The pre-conference will combine in-person and online/remote access to harness digital technologies for the sharing of more engaging, inclusive, and diverse perspectives, discussions, learnings, and teachings. The co-hosts are excited to announce the attendance of Winnie Byanyima, Executive Director of UNAIDS and Under-Secretary-General of the United Nations, Harold Phillips, who leads the U.S. Whitehouse’s Office of National AIDS Policy (ONAP), Dr. Alethse de la Torre Rosas, Director of the National Center for the Prevention and Control of HIV / AIDS in Mexico, and officials from across the Canadian government.

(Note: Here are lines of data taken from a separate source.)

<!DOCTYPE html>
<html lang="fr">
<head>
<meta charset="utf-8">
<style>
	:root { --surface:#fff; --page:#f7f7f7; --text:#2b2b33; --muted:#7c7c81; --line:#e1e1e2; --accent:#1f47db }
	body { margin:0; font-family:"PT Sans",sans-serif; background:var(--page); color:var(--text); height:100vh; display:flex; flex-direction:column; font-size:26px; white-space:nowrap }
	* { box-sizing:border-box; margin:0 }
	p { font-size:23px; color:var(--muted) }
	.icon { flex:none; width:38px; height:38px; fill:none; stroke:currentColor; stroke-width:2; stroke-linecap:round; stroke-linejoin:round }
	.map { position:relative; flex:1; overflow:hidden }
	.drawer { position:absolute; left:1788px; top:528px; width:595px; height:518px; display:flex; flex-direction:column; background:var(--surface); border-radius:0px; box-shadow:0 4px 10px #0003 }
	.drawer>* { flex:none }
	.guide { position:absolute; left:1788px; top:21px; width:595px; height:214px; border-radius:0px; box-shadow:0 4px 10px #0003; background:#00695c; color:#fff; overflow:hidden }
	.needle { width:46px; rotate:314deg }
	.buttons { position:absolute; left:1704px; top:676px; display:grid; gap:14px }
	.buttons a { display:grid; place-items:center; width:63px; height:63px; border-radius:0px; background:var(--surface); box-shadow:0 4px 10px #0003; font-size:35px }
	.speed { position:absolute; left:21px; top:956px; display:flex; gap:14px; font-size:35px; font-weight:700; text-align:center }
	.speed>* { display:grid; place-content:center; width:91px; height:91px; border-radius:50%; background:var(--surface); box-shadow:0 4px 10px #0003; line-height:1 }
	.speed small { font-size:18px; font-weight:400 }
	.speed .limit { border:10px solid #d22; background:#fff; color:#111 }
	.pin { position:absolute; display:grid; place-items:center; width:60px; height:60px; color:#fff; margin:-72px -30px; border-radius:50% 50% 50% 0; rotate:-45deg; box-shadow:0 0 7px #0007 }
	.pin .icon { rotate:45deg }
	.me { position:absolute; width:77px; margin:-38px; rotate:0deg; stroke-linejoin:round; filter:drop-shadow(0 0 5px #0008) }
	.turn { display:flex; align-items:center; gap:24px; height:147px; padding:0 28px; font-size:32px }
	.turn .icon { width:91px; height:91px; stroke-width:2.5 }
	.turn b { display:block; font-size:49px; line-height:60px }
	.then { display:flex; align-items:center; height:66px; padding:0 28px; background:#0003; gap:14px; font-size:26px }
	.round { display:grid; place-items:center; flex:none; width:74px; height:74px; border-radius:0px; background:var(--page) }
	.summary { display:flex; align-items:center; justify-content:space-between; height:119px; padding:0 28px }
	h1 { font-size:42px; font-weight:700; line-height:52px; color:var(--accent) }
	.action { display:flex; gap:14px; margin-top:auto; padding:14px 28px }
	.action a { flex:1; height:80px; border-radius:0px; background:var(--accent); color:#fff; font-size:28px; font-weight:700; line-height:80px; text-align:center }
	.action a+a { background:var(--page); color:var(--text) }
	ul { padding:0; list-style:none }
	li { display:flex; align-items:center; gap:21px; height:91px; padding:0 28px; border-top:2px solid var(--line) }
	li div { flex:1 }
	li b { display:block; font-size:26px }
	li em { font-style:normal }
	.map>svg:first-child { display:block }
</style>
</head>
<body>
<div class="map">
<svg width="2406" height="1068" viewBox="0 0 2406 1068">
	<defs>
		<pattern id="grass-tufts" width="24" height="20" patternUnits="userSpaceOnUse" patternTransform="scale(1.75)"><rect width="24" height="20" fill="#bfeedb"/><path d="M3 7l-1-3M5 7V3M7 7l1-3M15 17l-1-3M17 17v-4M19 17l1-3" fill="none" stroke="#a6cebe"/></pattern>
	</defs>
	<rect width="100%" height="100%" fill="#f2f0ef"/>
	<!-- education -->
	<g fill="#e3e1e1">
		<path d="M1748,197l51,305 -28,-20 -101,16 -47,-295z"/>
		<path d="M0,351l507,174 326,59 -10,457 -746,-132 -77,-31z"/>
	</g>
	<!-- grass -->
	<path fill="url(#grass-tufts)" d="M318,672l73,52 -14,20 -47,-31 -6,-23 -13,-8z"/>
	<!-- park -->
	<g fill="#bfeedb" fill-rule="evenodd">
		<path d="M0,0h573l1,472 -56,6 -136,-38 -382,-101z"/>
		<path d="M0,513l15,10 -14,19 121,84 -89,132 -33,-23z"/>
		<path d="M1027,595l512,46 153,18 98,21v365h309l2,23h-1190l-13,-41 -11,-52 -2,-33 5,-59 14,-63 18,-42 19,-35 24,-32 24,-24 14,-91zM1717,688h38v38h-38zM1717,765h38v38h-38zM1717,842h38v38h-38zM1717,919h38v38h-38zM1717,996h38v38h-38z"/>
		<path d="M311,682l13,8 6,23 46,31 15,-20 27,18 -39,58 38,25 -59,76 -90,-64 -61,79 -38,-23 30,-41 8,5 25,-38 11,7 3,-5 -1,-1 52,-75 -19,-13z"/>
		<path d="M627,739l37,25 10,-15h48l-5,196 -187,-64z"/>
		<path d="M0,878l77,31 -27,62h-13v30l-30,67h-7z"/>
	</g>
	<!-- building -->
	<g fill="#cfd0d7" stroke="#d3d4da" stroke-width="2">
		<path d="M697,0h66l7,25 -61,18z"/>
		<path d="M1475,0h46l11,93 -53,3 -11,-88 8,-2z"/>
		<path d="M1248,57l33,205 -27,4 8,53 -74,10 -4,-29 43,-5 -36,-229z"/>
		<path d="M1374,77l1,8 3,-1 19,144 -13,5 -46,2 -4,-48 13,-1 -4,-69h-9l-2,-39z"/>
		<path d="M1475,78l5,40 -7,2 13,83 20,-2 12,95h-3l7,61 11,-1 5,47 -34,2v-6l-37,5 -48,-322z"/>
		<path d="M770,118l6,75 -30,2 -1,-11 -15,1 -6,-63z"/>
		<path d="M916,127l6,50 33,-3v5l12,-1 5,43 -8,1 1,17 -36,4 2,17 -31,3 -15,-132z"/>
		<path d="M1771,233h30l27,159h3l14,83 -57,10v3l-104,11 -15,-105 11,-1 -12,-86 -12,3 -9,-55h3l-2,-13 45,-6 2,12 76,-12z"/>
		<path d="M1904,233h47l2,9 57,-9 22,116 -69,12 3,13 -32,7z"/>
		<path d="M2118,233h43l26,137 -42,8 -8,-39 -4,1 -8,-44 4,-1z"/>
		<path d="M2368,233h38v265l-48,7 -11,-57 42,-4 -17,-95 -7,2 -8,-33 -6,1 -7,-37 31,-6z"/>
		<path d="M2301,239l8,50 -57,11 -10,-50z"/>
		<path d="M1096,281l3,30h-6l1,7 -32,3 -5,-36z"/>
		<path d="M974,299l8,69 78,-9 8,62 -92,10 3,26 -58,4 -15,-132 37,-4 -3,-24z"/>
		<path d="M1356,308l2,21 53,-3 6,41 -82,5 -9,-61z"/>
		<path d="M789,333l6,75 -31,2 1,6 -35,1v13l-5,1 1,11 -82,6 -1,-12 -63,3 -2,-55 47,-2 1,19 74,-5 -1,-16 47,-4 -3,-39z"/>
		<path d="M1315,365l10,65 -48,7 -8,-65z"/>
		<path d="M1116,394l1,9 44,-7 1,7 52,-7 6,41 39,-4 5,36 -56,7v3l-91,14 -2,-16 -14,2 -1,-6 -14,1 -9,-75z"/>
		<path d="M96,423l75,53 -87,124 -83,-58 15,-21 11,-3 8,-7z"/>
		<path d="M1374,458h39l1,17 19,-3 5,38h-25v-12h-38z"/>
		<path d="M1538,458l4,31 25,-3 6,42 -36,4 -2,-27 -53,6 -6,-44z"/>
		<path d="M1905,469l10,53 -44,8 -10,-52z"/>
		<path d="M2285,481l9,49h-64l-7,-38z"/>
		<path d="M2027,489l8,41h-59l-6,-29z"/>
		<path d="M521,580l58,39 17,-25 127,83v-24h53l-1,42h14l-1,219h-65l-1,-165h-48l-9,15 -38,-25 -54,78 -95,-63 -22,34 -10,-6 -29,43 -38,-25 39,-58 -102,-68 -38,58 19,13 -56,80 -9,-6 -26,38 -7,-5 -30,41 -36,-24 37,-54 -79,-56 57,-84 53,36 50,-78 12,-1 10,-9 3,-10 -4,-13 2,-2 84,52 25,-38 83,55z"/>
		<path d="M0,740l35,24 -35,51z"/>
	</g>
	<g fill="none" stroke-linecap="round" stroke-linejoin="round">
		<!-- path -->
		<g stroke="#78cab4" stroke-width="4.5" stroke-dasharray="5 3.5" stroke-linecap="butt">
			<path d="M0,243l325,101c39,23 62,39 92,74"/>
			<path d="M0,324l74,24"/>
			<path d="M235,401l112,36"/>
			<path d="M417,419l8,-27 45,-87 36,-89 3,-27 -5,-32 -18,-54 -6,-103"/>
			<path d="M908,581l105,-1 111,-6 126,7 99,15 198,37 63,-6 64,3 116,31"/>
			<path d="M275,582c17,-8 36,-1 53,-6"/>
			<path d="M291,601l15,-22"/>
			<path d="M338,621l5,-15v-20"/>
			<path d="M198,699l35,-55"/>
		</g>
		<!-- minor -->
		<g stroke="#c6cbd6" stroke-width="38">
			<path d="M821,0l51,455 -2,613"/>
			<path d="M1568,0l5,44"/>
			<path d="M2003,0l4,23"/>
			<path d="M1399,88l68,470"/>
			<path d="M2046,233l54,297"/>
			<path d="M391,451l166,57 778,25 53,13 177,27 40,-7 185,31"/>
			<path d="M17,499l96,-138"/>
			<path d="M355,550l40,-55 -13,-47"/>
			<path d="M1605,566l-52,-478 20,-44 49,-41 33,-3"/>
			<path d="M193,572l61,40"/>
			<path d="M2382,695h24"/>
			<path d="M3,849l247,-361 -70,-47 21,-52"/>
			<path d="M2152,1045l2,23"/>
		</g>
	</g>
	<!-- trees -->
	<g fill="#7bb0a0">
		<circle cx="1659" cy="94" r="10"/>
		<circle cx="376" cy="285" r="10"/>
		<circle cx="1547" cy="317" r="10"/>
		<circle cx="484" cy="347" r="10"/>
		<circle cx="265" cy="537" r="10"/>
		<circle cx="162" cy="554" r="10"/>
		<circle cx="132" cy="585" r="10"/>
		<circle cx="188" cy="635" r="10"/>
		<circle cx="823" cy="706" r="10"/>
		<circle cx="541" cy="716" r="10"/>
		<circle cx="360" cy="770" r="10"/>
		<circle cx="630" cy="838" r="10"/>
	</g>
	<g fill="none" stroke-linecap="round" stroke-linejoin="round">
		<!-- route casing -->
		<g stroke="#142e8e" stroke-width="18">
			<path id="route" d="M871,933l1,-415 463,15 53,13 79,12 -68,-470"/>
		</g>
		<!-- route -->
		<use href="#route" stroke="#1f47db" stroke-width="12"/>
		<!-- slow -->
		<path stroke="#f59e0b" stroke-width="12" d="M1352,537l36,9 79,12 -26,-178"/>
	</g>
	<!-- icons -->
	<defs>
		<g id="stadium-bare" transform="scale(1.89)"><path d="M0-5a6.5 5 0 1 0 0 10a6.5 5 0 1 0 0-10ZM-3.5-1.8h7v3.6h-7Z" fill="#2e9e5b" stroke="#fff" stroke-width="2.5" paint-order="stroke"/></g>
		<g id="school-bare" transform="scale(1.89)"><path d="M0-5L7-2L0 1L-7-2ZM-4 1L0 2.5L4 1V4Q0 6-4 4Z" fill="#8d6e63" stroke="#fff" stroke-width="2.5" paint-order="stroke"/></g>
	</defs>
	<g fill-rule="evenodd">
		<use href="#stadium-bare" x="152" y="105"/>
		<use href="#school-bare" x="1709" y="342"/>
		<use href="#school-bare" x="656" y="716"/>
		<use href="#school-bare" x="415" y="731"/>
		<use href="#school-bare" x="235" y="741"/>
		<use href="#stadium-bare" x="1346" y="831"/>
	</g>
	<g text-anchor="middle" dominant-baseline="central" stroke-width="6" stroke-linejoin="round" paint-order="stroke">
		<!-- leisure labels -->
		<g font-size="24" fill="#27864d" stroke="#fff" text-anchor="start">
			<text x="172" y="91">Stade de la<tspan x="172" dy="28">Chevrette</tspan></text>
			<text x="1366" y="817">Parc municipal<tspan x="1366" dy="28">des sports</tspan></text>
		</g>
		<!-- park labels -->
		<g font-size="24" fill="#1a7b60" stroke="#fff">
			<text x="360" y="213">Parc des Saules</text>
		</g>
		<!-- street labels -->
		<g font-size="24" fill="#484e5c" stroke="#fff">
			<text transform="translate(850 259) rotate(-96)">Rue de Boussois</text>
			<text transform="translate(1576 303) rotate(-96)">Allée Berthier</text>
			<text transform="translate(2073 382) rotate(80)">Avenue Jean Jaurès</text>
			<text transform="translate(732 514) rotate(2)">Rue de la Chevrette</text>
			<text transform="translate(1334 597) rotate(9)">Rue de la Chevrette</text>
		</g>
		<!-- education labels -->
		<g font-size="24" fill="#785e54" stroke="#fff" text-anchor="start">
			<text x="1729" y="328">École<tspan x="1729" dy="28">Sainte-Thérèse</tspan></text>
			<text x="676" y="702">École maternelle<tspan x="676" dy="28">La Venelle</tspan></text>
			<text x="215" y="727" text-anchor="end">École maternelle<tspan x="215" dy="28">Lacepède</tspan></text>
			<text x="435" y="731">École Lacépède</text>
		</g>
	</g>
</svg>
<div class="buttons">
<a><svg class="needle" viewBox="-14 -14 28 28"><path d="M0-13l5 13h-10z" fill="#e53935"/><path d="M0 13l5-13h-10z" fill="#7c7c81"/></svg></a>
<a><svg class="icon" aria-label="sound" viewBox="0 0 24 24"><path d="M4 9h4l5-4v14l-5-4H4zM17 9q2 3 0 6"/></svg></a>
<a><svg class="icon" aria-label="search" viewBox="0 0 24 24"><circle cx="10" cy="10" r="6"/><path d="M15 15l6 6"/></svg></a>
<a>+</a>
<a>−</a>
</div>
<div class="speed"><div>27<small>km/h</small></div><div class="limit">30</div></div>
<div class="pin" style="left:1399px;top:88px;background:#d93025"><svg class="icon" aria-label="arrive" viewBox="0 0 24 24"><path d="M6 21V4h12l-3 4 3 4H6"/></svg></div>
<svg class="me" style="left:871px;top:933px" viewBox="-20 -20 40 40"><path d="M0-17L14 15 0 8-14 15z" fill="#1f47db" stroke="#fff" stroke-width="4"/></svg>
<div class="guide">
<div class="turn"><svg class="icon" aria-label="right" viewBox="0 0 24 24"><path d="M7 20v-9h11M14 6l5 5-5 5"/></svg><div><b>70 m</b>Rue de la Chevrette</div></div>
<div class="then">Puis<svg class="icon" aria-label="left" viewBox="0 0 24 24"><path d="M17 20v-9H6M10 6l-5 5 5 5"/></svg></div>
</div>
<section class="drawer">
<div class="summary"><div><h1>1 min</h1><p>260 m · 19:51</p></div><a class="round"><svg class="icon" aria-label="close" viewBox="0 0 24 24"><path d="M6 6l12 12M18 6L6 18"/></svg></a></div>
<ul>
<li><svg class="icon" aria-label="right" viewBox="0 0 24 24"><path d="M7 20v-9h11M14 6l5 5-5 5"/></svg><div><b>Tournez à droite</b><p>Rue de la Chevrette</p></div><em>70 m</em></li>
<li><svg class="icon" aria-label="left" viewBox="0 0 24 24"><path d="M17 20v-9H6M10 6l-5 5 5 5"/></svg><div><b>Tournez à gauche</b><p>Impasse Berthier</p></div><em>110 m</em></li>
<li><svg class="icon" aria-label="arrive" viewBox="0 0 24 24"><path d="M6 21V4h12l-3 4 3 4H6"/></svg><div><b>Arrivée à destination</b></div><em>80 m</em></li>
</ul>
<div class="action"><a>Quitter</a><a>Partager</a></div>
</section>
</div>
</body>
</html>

To learn more, please see the conference website and reach out to the media contact below.
About The Organization
CAAN is a non-profit NGO that aims to be a global platform where nations can organize to address HIV and AIDS, HCV, STBBIs, TB, Mental Health, aging and related co-morbidity issues affecting Indigenous communities. The organization is governed by 13 Board of Directors, whom many are Indigenous peoples living with, or affected by, HIV and AIDS, and Hepatitis C. CAAN works to find holitisic and Indigenous approaches in order to find global solutions to these health epidemics.
The International Indigenous HIV/AIDS Community (IIHAC) is an international organization with the vision of a world where Indigenous communities are empowered to direct the course of their own HIV prevention, treatment, care and support. Their mission is to create an international voice and structure that links Indigenous Peoples with their Indigenous leadership, varying levels of government, AIDS service organizations, cooperatives, and others in a global collective action to lower the disproportionate impact of HIV and AIDS experienced by Indigenous Peoples.